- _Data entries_
━━━━━━━━━━

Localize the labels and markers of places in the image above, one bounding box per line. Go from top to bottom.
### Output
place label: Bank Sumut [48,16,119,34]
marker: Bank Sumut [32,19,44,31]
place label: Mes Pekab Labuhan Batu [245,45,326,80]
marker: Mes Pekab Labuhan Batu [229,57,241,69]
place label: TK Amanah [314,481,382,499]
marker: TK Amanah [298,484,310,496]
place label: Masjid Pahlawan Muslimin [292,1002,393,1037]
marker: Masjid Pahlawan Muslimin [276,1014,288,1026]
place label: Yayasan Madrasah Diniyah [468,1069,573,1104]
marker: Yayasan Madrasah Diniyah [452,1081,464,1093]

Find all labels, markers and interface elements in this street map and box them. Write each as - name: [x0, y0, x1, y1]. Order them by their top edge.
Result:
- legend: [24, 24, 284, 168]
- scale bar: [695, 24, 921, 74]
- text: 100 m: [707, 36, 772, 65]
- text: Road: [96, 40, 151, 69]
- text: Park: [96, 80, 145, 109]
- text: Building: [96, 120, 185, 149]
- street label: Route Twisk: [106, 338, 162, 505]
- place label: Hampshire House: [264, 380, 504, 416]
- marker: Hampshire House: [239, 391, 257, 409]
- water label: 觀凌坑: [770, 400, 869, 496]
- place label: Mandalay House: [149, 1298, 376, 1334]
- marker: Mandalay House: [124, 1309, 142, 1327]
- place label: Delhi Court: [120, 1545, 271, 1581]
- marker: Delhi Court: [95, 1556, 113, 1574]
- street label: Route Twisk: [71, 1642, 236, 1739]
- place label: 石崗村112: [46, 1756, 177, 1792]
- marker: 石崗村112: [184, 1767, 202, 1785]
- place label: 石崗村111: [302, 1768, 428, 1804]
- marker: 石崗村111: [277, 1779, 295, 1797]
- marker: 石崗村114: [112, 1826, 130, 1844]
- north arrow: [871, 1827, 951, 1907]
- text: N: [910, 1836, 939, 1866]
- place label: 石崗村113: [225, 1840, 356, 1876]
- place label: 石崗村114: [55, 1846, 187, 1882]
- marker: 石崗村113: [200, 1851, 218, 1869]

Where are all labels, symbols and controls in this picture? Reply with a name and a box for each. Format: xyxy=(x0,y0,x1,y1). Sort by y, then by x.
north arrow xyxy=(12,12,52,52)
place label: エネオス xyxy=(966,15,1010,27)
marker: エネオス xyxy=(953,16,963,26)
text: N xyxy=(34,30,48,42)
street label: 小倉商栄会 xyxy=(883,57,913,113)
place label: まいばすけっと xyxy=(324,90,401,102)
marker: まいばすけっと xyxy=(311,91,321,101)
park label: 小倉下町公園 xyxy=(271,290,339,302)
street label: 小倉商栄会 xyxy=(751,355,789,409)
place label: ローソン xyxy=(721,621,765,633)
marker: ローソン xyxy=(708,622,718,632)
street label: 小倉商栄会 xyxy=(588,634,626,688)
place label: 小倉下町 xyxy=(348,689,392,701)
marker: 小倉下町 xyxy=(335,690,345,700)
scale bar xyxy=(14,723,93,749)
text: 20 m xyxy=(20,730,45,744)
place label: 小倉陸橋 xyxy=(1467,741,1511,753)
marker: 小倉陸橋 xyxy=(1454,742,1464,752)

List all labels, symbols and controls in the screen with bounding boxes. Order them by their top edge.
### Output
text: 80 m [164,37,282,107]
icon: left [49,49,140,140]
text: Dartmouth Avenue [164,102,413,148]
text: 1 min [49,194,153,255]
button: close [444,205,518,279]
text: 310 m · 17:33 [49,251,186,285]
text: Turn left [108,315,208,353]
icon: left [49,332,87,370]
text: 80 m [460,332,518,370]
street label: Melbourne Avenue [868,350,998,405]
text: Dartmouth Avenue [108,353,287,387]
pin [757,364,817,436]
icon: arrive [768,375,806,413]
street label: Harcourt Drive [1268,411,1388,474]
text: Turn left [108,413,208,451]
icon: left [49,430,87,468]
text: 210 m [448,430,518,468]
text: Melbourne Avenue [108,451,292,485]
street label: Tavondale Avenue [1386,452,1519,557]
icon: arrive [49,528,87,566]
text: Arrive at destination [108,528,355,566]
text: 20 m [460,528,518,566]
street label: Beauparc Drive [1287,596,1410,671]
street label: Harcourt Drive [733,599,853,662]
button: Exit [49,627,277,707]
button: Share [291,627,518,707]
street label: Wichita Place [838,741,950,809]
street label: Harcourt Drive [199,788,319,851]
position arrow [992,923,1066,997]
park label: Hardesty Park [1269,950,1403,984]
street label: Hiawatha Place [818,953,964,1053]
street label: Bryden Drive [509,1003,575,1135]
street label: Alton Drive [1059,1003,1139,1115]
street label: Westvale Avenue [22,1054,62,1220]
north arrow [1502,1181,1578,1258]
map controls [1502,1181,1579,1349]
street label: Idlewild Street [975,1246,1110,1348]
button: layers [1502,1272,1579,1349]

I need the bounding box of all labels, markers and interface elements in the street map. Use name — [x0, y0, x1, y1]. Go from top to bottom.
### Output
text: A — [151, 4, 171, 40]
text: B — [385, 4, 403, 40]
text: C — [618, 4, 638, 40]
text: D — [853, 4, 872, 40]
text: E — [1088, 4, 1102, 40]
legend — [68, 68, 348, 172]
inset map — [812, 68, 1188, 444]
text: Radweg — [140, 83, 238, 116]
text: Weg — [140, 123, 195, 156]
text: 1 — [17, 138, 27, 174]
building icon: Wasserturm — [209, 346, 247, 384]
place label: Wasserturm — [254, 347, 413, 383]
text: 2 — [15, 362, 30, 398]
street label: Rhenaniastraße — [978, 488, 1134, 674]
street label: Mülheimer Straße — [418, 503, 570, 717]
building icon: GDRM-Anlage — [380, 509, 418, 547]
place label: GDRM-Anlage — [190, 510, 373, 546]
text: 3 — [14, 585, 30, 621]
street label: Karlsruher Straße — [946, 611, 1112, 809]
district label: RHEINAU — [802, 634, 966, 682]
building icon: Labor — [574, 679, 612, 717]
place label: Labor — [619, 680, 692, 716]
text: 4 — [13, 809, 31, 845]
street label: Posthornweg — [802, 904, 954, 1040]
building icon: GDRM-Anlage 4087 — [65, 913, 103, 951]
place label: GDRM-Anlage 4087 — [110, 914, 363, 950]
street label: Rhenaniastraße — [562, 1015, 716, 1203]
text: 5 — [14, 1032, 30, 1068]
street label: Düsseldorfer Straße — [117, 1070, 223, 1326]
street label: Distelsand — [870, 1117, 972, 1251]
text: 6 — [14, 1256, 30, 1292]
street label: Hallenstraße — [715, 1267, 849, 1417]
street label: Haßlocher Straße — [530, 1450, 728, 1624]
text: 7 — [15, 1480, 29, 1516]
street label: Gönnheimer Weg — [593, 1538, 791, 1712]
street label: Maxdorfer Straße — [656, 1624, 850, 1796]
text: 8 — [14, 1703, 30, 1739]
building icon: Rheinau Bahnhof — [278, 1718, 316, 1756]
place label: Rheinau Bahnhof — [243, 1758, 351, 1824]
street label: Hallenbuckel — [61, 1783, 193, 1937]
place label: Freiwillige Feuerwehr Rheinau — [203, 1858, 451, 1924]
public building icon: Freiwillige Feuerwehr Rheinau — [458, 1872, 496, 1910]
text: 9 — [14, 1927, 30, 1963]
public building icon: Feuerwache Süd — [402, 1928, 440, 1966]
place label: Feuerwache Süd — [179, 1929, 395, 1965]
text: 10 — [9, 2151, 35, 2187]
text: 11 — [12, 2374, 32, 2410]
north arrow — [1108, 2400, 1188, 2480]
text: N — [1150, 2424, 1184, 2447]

━━━━━━━━━━

- _TASK DESCRIPTION_
Without leaving anything out, quote all the data.

- _SOLUTION TO THIS TASK_
Localize the labels and markers of places in the image above, one bounding box per line. Go from top to bottom.
### Output
place label: Bank Sumut [48,16,119,34]
marker: Bank Sumut [32,19,44,31]
place label: Mes Pekab Labuhan Batu [245,45,326,80]
marker: Mes Pekab Labuhan Batu [229,57,241,69]
place label: TK Amanah [314,481,382,499]
marker: TK Amanah [298,484,310,496]
place label: Masjid Pahlawan Muslimin [292,1002,393,1037]
marker: Masjid Pahlawan Muslimin [276,1014,288,1026]
place label: Yayasan Madrasah Diniyah [468,1069,573,1104]
marker: Yayasan Madrasah Diniyah [452,1081,464,1093]

Find all labels, markers and interface elements in this street map and box them. Write each as - name: [x0, y0, x1, y1]. Order them by their top edge.
Result:
- legend: [24, 24, 284, 168]
- scale bar: [695, 24, 921, 74]
- text: 100 m: [707, 36, 772, 65]
- text: Road: [96, 40, 151, 69]
- text: Park: [96, 80, 145, 109]
- text: Building: [96, 120, 185, 149]
- street label: Route Twisk: [106, 338, 162, 505]
- place label: Hampshire House: [264, 380, 504, 416]
- marker: Hampshire House: [239, 391, 257, 409]
- water label: 觀凌坑: [770, 400, 869, 496]
- place label: Mandalay House: [149, 1298, 376, 1334]
- marker: Mandalay House: [124, 1309, 142, 1327]
- place label: Delhi Court: [120, 1545, 271, 1581]
- marker: Delhi Court: [95, 1556, 113, 1574]
- street label: Route Twisk: [71, 1642, 236, 1739]
- place label: 石崗村112: [46, 1756, 177, 1792]
- marker: 石崗村112: [184, 1767, 202, 1785]
- place label: 石崗村111: [302, 1768, 428, 1804]
- marker: 石崗村111: [277, 1779, 295, 1797]
- marker: 石崗村114: [112, 1826, 130, 1844]
- north arrow: [871, 1827, 951, 1907]
- text: N: [910, 1836, 939, 1866]
- place label: 石崗村113: [225, 1840, 356, 1876]
- place label: 石崗村114: [55, 1846, 187, 1882]
- marker: 石崗村113: [200, 1851, 218, 1869]

Where are all labels, symbols and controls in this picture? Reply with a name and a box for each. Format: xyxy=(x0,y0,x1,y1). Sort by y, then by x.
north arrow xyxy=(12,12,52,52)
place label: エネオス xyxy=(966,15,1010,27)
marker: エネオス xyxy=(953,16,963,26)
text: N xyxy=(34,30,48,42)
street label: 小倉商栄会 xyxy=(883,57,913,113)
place label: まいばすけっと xyxy=(324,90,401,102)
marker: まいばすけっと xyxy=(311,91,321,101)
park label: 小倉下町公園 xyxy=(271,290,339,302)
street label: 小倉商栄会 xyxy=(751,355,789,409)
place label: ローソン xyxy=(721,621,765,633)
marker: ローソン xyxy=(708,622,718,632)
street label: 小倉商栄会 xyxy=(588,634,626,688)
place label: 小倉下町 xyxy=(348,689,392,701)
marker: 小倉下町 xyxy=(335,690,345,700)
scale bar xyxy=(14,723,93,749)
text: 20 m xyxy=(20,730,45,744)
place label: 小倉陸橋 xyxy=(1467,741,1511,753)
marker: 小倉陸橋 xyxy=(1454,742,1464,752)

List all labels, symbols and controls in the screen with bounding boxes. Order them by their top edge.
### Output
text: 80 m [164,37,282,107]
icon: left [49,49,140,140]
text: Dartmouth Avenue [164,102,413,148]
text: 1 min [49,194,153,255]
button: close [444,205,518,279]
text: 310 m · 17:33 [49,251,186,285]
text: Turn left [108,315,208,353]
icon: left [49,332,87,370]
text: 80 m [460,332,518,370]
street label: Melbourne Avenue [868,350,998,405]
text: Dartmouth Avenue [108,353,287,387]
pin [757,364,817,436]
icon: arrive [768,375,806,413]
street label: Harcourt Drive [1268,411,1388,474]
text: Turn left [108,413,208,451]
icon: left [49,430,87,468]
text: 210 m [448,430,518,468]
text: Melbourne Avenue [108,451,292,485]
street label: Tavondale Avenue [1386,452,1519,557]
icon: arrive [49,528,87,566]
text: Arrive at destination [108,528,355,566]
text: 20 m [460,528,518,566]
street label: Beauparc Drive [1287,596,1410,671]
street label: Harcourt Drive [733,599,853,662]
button: Exit [49,627,277,707]
button: Share [291,627,518,707]
street label: Wichita Place [838,741,950,809]
street label: Harcourt Drive [199,788,319,851]
position arrow [992,923,1066,997]
park label: Hardesty Park [1269,950,1403,984]
street label: Hiawatha Place [818,953,964,1053]
street label: Bryden Drive [509,1003,575,1135]
street label: Alton Drive [1059,1003,1139,1115]
street label: Westvale Avenue [22,1054,62,1220]
north arrow [1502,1181,1578,1258]
map controls [1502,1181,1579,1349]
street label: Idlewild Street [975,1246,1110,1348]
button: layers [1502,1272,1579,1349]

I need the bounding box of all labels, markers and interface elements in the street map. Use name — [x0, y0, x1, y1]. Go from top to bottom.
### Output
text: A — [151, 4, 171, 40]
text: B — [385, 4, 403, 40]
text: C — [618, 4, 638, 40]
text: D — [853, 4, 872, 40]
text: E — [1088, 4, 1102, 40]
legend — [68, 68, 348, 172]
inset map — [812, 68, 1188, 444]
text: Radweg — [140, 83, 238, 116]
text: Weg — [140, 123, 195, 156]
text: 1 — [17, 138, 27, 174]
building icon: Wasserturm — [209, 346, 247, 384]
place label: Wasserturm — [254, 347, 413, 383]
text: 2 — [15, 362, 30, 398]
street label: Rhenaniastraße — [978, 488, 1134, 674]
street label: Mülheimer Straße — [418, 503, 570, 717]
building icon: GDRM-Anlage — [380, 509, 418, 547]
place label: GDRM-Anlage — [190, 510, 373, 546]
text: 3 — [14, 585, 30, 621]
street label: Karlsruher Straße — [946, 611, 1112, 809]
district label: RHEINAU — [802, 634, 966, 682]
building icon: Labor — [574, 679, 612, 717]
place label: Labor — [619, 680, 692, 716]
text: 4 — [13, 809, 31, 845]
street label: Posthornweg — [802, 904, 954, 1040]
building icon: GDRM-Anlage 4087 — [65, 913, 103, 951]
place label: GDRM-Anlage 4087 — [110, 914, 363, 950]
street label: Rhenaniastraße — [562, 1015, 716, 1203]
text: 5 — [14, 1032, 30, 1068]
street label: Düsseldorfer Straße — [117, 1070, 223, 1326]
street label: Distelsand — [870, 1117, 972, 1251]
text: 6 — [14, 1256, 30, 1292]
street label: Hallenstraße — [715, 1267, 849, 1417]
street label: Haßlocher Straße — [530, 1450, 728, 1624]
text: 7 — [15, 1480, 29, 1516]
street label: Gönnheimer Weg — [593, 1538, 791, 1712]
street label: Maxdorfer Straße — [656, 1624, 850, 1796]
text: 8 — [14, 1703, 30, 1739]
building icon: Rheinau Bahnhof — [278, 1718, 316, 1756]
place label: Rheinau Bahnhof — [243, 1758, 351, 1824]
street label: Hallenbuckel — [61, 1783, 193, 1937]
place label: Freiwillige Feuerwehr Rheinau — [203, 1858, 451, 1924]
public building icon: Freiwillige Feuerwehr Rheinau — [458, 1872, 496, 1910]
text: 9 — [14, 1927, 30, 1963]
public building icon: Feuerwache Süd — [402, 1928, 440, 1966]
place label: Feuerwache Süd — [179, 1929, 395, 1965]
text: 10 — [9, 2151, 35, 2187]
text: 11 — [12, 2374, 32, 2410]
north arrow — [1108, 2400, 1188, 2480]
text: N — [1150, 2424, 1184, 2447]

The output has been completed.